Briatore’s victory gives the FIA a tough lesson in the limits of its power

Posted on Author Keith Collantine

The FIA focused its punishment on Symonds and Briatore instead of Renault
The FIA focused its punishment on Symonds and Briatore instead of Renault

The Singapore crash affair is by no means over: I cannot imagine the FIA letting Tuesday’s verdict in favour of Flavio Briatore lie, and Briatore himself has said he may bring further lawsuits.

But now the verdict is out there and the principal players have all said their pieces, it’s time to take stock.

The FIA’s attempt to single out the individuals it believed were behind Nelson Piquet Jnr’s deliberate crashing in the 2008 Singapore Grand Prix has backfired badly. What are the consequences for F1?

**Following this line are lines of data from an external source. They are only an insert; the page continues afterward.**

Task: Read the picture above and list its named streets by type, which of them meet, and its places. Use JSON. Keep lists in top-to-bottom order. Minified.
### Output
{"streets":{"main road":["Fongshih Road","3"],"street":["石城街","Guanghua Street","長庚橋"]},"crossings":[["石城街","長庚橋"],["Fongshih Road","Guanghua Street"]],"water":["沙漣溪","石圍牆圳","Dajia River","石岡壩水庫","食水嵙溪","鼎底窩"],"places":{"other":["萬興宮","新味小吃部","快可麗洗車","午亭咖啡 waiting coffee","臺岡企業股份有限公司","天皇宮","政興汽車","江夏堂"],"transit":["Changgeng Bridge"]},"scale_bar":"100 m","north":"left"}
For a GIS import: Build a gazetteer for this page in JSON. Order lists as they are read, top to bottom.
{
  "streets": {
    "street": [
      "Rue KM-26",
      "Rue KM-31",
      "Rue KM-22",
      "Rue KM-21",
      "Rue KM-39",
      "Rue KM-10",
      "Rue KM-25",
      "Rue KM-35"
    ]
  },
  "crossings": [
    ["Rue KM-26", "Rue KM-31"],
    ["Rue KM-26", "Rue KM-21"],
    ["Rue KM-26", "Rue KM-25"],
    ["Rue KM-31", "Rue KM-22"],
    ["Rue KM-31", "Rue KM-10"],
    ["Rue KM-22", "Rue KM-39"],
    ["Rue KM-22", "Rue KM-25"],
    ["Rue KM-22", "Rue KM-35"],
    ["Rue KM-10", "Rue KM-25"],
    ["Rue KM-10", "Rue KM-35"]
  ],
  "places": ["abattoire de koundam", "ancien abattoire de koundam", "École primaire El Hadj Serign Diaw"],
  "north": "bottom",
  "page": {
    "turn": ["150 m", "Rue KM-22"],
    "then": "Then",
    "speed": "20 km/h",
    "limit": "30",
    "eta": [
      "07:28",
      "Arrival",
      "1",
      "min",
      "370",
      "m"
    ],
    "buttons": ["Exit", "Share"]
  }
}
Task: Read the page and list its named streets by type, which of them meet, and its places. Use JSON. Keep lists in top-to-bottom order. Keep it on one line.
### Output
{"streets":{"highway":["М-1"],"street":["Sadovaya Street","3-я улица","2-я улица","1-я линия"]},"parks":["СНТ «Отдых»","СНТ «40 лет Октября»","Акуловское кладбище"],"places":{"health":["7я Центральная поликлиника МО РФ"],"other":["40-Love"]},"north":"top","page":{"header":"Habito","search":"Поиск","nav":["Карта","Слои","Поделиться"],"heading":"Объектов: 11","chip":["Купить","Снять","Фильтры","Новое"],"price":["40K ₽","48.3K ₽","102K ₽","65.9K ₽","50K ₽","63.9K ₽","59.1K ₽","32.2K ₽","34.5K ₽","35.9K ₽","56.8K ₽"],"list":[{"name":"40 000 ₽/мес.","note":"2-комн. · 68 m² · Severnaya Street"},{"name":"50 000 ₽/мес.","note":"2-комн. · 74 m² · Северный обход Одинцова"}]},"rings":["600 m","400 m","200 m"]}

Depending on who you believe, either the FIA didn’t want to punish Renault – and risk the team joining Honda and BMW in quitting the sport – or Max Mosley really had it in for Flavio Briatore. Or perhaps a bit of both.

Whichever, the outcome was that when the FIA handed down its verdict on September 21st last year, Renault escaped the full force of the punishment:

The World Motor Sport Council considers that offences of this severity merit permanent disqualification from the FIA Formula One World Championship. However, having regard to the points in mitigation mentioned above and in particular the steps taken by Renault F1 to identify and address the failings within its team and condemn the actions of the individuals involved, the WMSC has decided to suspend Renault F1?s disqualification until the end of the 2011 season. The World Motor Sport Council will only activate this disqualification if Renault F1 is found guilty of a comparable breach during that time.
WMSC decision

In short, Renault would have to commit another similar infraction to gain a disqualification. And remember this extremely restrained verdict came one month after their European Grand Prix ban imposed by the Hungarian Grand Prix stewards was lifted.

Instead the FIA went after the two men it said were responsible: Flavio Briatore and Pat Symonds:

As regards Mr. Briatore, the World Motor Sport Council declares that, for an unlimited period, the FIA does not intend to sanction any International Event, Championship, Cup, Trophy, Challenge or Series involving Mr. Briatore in any capacity whatsoever, or grant any license to any Team or other entity engaging Mr. Briatore in any capacity whatsoever. It also hereby instructs all officials present at FIA-sanctioned events not to permit Mr. Briatore access to any areas under the FIA?s jurisdiction. Furthermore, it does not intend to renew any Superlicence granted to any driver who is associated (through a management contract or otherwise) with Mr. Briatore, or any entity or individual associated with Mr. Briatore.
WMSC decision

This verdict was widely truncated to the phrase “lifetime ban” when it was reported, but the differences between the two are important. The FIA does not have power to punish individuals, which is why the ‘ban’ was worded in this way.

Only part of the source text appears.